Review and update regularly—needs may change.


Challenge Policies and Advocate

If your workplace policies create barriers to cultural inclusion:

  • Raise concerns with management
  • Suggest specific changes
  • Provide examples of how current policies impact clients
  • Research how other organizations handle similar issues
  • Involve cultural consultants or community organizations
  • Remember that “we’ve always done it this way” isn’t good enough

Support Diverse Colleagues

If you work with staff from different cultural backgrounds:

  • Learn about their communication styles
  • Don’t assume your norms are universal
  • Address discrimination you witness
  • Include everyone in team activities
  • Ask about their cultural practices and celebrations
  • Value the diverse perspectives they bring

When “Cultural” Isn’t an Excuse: Safeguarding Red Flags

Cultural competence does NOT mean accepting harm. Speak up immediately if you encounter:

🚨 Physical, sexual, or emotional abuse explained as “cultural discipline” or tradition

🚨 Denial of necessary medical care based on cultural beliefs that puts someone at serious, imminent risk

🚨 Forced isolation or control of a person’s movements, communication, or finances

🚨 Denial of legal rights (voting, access to services, freedom to leave)

🚨 Harmful practices like female genital mutilation, forced marriage, or honor-based violence

🚨 Financial exploitation justified by cultural obligations

These are safeguarding issues requiring immediate reporting to your supervisor and, where appropriate, police or adult protection services.

Cultural respect and safeguarding aren’t opposites—protecting people from harm is itself an act of respect.


Reflection: What Will You Do Differently?

As you finish this guide, take time to honestly reflect:

  1. Which scenario challenged you most? Why?

  2. What assumptions do you make about people based on their cultural background?

  3. What specific cultural groups do you need to learn more about?

  4. What resources does your workplace provide for cultural support? What’s missing?

  5. What will you do differently in your practice this week?
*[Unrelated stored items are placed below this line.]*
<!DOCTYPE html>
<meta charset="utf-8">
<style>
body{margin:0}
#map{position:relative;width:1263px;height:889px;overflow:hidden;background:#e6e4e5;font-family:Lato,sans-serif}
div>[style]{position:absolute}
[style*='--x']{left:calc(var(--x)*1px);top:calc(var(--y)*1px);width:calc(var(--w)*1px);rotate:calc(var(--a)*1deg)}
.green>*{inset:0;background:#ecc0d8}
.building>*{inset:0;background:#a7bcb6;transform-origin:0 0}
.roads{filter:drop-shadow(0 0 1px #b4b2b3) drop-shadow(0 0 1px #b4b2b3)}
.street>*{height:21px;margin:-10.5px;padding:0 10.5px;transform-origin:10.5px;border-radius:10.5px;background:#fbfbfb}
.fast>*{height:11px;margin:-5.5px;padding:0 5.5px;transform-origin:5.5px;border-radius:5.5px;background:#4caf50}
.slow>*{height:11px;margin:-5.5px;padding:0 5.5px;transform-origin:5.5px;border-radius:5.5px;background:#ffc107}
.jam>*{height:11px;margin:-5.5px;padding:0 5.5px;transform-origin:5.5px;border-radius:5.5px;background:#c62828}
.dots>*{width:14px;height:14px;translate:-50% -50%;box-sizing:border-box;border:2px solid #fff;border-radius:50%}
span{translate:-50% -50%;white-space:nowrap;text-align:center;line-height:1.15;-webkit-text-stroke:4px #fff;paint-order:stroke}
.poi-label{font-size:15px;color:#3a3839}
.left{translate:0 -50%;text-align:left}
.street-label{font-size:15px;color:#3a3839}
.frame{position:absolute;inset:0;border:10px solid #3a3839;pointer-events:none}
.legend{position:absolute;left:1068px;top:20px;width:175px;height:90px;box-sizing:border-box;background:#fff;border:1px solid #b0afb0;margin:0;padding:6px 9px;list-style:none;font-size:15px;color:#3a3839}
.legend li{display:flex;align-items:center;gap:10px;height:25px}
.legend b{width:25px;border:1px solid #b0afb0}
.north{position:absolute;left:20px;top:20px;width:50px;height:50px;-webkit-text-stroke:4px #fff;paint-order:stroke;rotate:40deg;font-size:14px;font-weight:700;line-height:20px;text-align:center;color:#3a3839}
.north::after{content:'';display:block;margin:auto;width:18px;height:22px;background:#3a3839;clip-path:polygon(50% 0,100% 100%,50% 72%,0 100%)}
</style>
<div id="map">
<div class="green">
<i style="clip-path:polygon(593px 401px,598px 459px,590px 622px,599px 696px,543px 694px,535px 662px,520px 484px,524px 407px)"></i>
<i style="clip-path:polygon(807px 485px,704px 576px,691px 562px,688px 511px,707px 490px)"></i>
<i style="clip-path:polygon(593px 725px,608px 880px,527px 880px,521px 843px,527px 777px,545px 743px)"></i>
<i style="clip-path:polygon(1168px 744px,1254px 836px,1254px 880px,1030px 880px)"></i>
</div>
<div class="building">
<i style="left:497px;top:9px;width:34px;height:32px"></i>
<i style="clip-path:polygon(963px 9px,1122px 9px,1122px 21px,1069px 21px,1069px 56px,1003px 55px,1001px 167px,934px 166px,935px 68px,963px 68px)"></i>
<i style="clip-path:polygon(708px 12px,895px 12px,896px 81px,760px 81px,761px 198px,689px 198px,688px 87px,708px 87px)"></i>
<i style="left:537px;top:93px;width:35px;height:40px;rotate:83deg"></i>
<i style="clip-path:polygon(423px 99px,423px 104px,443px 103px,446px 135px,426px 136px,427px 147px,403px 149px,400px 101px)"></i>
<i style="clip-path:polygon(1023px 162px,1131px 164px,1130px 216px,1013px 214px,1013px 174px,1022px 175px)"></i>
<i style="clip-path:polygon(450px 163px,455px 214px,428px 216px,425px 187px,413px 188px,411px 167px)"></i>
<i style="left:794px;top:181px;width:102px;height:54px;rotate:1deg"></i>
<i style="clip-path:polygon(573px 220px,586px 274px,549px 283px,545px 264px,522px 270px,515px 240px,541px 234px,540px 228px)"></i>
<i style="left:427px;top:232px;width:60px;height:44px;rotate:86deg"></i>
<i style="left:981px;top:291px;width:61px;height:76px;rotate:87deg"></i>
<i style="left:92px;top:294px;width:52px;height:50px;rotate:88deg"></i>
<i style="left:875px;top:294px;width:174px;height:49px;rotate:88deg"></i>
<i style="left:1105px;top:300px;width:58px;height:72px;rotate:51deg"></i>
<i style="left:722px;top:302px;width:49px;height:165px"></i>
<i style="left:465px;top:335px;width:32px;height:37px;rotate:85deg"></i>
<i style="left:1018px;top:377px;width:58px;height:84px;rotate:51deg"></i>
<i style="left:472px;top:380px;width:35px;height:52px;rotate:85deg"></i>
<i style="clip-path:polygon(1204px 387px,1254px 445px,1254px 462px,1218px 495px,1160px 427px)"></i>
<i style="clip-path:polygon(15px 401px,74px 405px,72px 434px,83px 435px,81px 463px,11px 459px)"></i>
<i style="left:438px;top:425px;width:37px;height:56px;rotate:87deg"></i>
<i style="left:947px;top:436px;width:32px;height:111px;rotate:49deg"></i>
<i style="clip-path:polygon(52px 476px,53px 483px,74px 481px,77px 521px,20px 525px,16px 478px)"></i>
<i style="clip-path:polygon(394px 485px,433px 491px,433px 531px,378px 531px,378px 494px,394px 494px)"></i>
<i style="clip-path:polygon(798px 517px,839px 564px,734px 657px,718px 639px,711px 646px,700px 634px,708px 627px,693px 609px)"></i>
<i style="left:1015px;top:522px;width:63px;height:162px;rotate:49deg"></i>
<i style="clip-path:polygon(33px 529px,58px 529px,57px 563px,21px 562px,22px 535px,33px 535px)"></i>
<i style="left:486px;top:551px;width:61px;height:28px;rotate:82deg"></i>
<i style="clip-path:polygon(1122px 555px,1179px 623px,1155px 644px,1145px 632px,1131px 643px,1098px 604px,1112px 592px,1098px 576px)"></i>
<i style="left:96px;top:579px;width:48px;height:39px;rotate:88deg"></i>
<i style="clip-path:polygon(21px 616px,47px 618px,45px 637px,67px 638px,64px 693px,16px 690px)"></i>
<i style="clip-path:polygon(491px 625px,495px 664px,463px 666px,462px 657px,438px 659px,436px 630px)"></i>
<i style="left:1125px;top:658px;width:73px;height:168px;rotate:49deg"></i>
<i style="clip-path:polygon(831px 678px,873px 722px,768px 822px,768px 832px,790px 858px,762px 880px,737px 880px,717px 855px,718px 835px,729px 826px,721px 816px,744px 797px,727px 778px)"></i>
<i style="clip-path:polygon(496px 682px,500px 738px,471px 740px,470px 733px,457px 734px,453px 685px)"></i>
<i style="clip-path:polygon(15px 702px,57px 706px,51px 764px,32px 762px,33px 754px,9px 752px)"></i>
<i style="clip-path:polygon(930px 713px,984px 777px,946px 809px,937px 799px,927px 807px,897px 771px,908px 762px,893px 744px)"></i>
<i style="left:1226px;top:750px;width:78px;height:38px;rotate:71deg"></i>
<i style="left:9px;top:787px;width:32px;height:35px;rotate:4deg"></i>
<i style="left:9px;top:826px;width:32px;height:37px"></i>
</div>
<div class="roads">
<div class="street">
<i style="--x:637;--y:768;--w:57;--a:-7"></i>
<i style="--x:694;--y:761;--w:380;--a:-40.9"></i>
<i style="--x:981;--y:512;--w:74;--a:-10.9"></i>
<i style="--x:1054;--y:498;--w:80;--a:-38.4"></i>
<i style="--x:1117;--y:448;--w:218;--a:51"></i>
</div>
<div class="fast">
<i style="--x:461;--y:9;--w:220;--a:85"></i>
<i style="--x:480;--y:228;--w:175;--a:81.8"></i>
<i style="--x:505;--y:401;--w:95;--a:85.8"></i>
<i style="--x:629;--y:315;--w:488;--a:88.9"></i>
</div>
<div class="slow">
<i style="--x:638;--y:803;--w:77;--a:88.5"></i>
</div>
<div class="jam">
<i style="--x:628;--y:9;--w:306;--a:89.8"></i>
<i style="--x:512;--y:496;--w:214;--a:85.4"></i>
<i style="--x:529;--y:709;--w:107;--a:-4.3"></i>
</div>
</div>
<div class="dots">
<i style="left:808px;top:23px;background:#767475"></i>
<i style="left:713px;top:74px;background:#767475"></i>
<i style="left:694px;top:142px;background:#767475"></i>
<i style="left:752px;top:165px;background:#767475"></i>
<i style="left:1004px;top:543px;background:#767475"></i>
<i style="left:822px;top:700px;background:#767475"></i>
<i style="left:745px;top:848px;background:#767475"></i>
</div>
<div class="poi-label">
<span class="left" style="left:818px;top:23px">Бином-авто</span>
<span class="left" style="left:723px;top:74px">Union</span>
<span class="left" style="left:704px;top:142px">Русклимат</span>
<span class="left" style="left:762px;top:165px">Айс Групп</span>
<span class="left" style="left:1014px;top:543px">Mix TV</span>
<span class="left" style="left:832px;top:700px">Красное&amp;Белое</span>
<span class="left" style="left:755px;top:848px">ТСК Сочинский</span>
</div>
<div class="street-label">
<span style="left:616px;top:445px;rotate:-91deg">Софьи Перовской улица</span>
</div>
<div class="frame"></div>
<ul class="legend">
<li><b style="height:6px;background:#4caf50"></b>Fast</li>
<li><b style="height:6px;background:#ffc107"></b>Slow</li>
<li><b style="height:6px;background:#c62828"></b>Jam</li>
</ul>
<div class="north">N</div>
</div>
  6. How can you advocate for more culturally responsive care in your workplace?

  7. What makes you uncomfortable about cultural differences? Why?


The Bottom Line

Cultural competence isn’t about knowing everything about every culture—that’s impossible. It’s about approaching every person with:

Curiosity – A genuine desire to understand their unique background and needs

Respect – Recognition that their cultural values and practices are valid

Humility – Acknowledgment that your way isn’t the only way

Flexibility – Willingness to adapt your approach

Advocacy – Commitment to ensuring culturally responsive care for everyone

Remember: your job isn’t to provide care the way YOU would want to receive it. Your job is to provide care in a way that honors each person’s dignity, respects their beliefs, and meets their individual needs.

That’s what person-centered care really means.


Take the Next Step

Share this article with your team and start conversations about cultural competence in your workplace.
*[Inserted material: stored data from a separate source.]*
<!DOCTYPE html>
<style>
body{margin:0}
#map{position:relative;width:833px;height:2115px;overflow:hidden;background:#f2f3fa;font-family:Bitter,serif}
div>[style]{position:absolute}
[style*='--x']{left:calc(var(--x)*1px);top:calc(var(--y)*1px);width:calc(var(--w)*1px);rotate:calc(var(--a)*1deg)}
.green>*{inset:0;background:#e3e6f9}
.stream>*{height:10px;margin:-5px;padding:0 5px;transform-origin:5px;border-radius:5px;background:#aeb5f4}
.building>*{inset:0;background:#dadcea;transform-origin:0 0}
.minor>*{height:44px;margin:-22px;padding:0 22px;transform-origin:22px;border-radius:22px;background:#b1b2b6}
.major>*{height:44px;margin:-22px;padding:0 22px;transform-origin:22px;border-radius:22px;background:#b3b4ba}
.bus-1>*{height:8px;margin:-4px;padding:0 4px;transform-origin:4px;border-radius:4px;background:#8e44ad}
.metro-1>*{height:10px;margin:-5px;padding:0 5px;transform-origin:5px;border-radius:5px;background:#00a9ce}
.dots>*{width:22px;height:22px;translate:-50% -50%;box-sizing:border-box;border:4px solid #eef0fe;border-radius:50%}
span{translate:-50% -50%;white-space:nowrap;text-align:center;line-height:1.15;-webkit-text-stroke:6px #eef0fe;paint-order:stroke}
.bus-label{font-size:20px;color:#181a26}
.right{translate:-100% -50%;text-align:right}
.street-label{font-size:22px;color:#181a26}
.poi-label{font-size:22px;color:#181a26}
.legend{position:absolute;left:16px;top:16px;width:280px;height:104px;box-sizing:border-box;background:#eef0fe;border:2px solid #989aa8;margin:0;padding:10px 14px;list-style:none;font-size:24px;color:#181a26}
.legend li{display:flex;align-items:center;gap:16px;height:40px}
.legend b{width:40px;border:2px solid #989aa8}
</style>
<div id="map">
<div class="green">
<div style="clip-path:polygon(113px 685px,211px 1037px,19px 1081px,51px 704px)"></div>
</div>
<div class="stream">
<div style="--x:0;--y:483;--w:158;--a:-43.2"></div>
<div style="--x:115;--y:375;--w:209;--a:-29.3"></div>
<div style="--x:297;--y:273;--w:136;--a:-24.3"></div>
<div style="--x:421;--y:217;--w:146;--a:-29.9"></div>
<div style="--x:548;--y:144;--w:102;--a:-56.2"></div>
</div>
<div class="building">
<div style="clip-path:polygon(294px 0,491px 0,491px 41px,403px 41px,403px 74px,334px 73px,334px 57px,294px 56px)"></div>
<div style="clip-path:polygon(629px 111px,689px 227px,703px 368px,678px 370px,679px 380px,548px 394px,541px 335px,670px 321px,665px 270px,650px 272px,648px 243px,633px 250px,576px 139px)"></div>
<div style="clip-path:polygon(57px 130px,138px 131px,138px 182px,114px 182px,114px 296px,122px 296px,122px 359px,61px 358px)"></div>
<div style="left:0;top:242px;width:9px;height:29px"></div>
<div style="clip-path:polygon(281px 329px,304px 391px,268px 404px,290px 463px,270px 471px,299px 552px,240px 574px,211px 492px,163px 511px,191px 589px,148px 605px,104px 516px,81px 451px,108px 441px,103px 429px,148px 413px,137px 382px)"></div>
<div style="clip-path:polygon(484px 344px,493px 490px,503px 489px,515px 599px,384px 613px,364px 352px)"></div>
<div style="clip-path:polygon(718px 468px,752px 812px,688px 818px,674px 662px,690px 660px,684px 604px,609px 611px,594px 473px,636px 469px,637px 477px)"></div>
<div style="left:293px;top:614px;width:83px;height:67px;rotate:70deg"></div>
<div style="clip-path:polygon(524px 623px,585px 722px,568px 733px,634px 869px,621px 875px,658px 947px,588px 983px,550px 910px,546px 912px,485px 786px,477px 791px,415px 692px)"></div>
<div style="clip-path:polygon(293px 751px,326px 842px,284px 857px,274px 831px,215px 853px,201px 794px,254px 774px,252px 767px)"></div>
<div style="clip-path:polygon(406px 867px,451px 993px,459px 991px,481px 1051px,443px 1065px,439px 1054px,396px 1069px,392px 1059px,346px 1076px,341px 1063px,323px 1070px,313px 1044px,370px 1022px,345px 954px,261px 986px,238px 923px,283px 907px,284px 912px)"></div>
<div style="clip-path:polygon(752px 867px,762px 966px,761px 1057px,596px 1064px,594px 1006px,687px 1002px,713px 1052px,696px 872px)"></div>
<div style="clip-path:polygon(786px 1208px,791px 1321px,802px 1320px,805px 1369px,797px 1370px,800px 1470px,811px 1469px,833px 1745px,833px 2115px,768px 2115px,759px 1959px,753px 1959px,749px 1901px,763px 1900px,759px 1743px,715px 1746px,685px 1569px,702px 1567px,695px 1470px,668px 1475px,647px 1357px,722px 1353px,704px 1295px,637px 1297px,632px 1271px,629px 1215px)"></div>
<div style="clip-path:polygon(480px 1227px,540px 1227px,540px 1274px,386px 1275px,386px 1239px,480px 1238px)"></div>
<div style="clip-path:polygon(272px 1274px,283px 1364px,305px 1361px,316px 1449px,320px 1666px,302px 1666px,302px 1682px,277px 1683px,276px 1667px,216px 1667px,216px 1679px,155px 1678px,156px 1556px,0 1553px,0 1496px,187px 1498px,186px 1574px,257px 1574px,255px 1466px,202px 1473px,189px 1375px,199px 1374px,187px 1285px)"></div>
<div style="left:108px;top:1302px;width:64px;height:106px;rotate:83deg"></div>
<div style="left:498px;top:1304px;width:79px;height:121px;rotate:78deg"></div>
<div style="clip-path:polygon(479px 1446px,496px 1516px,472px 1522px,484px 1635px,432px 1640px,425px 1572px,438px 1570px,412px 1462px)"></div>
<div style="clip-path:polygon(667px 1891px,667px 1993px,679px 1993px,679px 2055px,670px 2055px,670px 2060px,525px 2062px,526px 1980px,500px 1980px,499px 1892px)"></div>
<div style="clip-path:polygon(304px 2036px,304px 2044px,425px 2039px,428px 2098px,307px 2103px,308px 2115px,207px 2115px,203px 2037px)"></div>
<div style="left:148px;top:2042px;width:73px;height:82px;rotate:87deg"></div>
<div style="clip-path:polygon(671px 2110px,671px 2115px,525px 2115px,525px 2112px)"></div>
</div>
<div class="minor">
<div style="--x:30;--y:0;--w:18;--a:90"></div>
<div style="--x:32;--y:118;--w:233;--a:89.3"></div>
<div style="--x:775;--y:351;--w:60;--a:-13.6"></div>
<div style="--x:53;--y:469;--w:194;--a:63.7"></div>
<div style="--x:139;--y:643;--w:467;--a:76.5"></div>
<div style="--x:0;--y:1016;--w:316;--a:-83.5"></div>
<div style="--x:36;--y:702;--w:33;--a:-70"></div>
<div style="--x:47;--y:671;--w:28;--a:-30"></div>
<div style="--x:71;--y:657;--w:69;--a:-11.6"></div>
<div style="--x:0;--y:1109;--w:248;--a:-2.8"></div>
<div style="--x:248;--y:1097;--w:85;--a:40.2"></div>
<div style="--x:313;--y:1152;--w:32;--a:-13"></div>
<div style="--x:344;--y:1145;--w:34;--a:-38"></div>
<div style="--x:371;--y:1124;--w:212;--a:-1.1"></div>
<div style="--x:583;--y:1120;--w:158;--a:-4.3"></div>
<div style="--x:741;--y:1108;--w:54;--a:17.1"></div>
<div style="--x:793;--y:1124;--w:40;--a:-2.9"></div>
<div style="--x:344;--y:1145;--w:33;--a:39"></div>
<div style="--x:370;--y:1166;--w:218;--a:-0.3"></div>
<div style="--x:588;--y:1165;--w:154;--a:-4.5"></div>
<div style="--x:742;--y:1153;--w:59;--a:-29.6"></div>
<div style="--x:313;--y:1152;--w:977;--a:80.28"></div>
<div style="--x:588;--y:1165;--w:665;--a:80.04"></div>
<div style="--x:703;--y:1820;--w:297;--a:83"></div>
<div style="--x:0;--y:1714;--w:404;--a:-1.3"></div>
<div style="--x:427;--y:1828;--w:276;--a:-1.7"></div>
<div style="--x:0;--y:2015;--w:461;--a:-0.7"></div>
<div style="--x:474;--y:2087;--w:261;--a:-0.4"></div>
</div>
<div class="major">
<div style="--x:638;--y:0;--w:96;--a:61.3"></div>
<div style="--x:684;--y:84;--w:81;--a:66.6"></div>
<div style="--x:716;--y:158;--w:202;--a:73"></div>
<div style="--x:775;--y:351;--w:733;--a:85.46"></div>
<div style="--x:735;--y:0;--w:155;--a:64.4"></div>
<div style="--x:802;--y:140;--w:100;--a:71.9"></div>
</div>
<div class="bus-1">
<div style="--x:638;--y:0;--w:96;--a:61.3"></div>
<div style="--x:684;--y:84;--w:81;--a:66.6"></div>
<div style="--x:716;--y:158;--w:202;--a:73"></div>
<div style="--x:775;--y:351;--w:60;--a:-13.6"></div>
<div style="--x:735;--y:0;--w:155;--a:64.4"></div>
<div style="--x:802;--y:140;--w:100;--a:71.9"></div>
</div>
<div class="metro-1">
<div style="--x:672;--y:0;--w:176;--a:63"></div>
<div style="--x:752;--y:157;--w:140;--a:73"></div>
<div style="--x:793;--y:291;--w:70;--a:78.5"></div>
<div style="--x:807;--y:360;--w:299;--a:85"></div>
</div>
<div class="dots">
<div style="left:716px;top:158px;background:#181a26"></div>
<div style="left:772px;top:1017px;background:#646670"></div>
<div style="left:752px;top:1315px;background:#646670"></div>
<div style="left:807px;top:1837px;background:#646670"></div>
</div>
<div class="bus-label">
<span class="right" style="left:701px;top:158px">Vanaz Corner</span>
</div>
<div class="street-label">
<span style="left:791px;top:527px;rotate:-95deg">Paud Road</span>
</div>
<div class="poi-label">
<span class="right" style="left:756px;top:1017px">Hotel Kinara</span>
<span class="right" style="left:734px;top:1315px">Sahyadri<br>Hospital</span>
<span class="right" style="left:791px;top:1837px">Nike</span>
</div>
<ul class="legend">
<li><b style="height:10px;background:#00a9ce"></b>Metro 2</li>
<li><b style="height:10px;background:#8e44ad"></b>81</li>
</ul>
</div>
Attend training on cultural awareness—many free resources are available online and through multicultural organizations.

Ask questions of the people you support about their cultural needs and preferences.

Challenge yourself to learn about a culture different from your own each month.

Advocate for policies and practices that support diversity in your organization.

Cultural competence isn’t a destination—it’s a journey. And it starts with the next person you support.